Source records
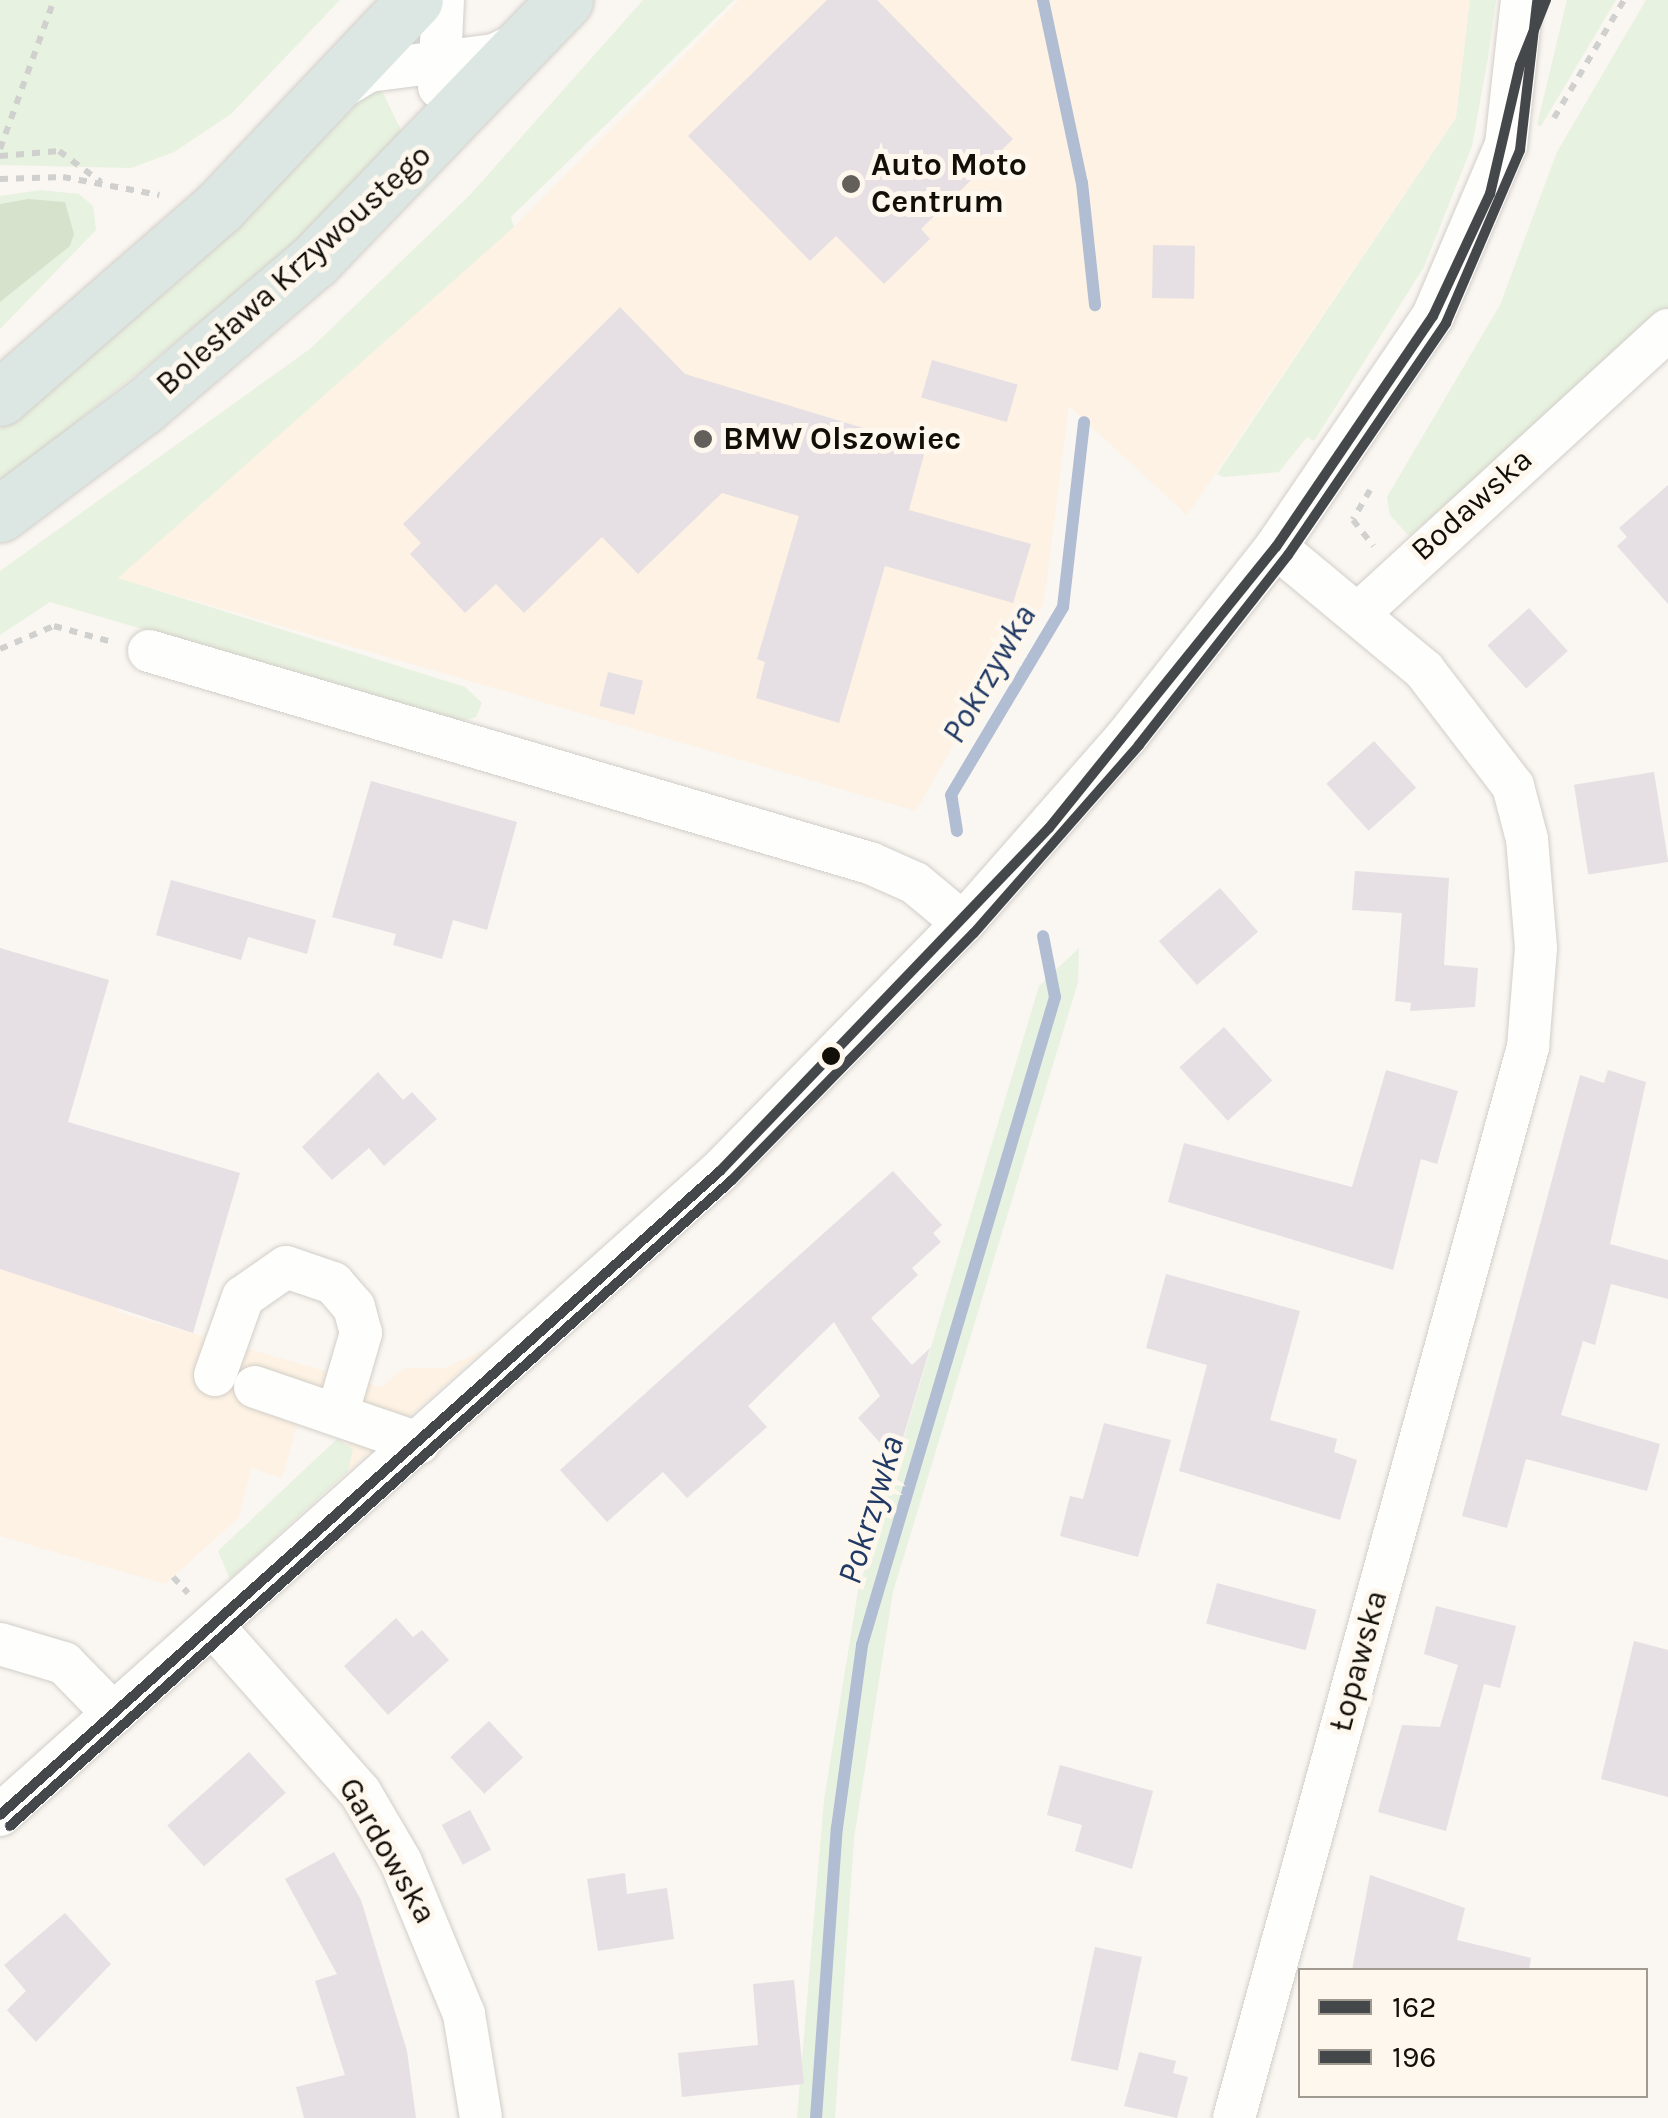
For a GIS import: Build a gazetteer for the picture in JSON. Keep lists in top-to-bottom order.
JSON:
{
  "streets": {
    "main road": ["Bolesława Krzywoustego"],
    "street": ["Bodawska", "Łopawska", "Gardowska"]
  },
  "crossings": [
    ["Bodawska", "Łopawska"]
  ],
  "water": ["Pokrzywka"],
  "places": ["Auto Moto Centrum", "BMW Olszowiec"],
  "lines": ["transit line 162", "transit line 196"],
  "legend": ["162", "196"]
}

• Goal of the exercise:
Repeat all the records above exactly, leaving out any pictures.

• Answer:
For a GIS import: Build a gazetteer for the picture in JSON. Keep lists in top-to-bottom order.
JSON:
{
  "streets": {
    "main road": ["Bolesława Krzywoustego"],
    "street": ["Bodawska", "Łopawska", "Gardowska"]
  },
  "crossings": [
    ["Bodawska", "Łopawska"]
  ],
  "water": ["Pokrzywka"],
  "places": ["Auto Moto Centrum", "BMW Olszowiec"],
  "lines": ["transit line 162", "transit line 196"],
  "legend": ["162", "196"]
}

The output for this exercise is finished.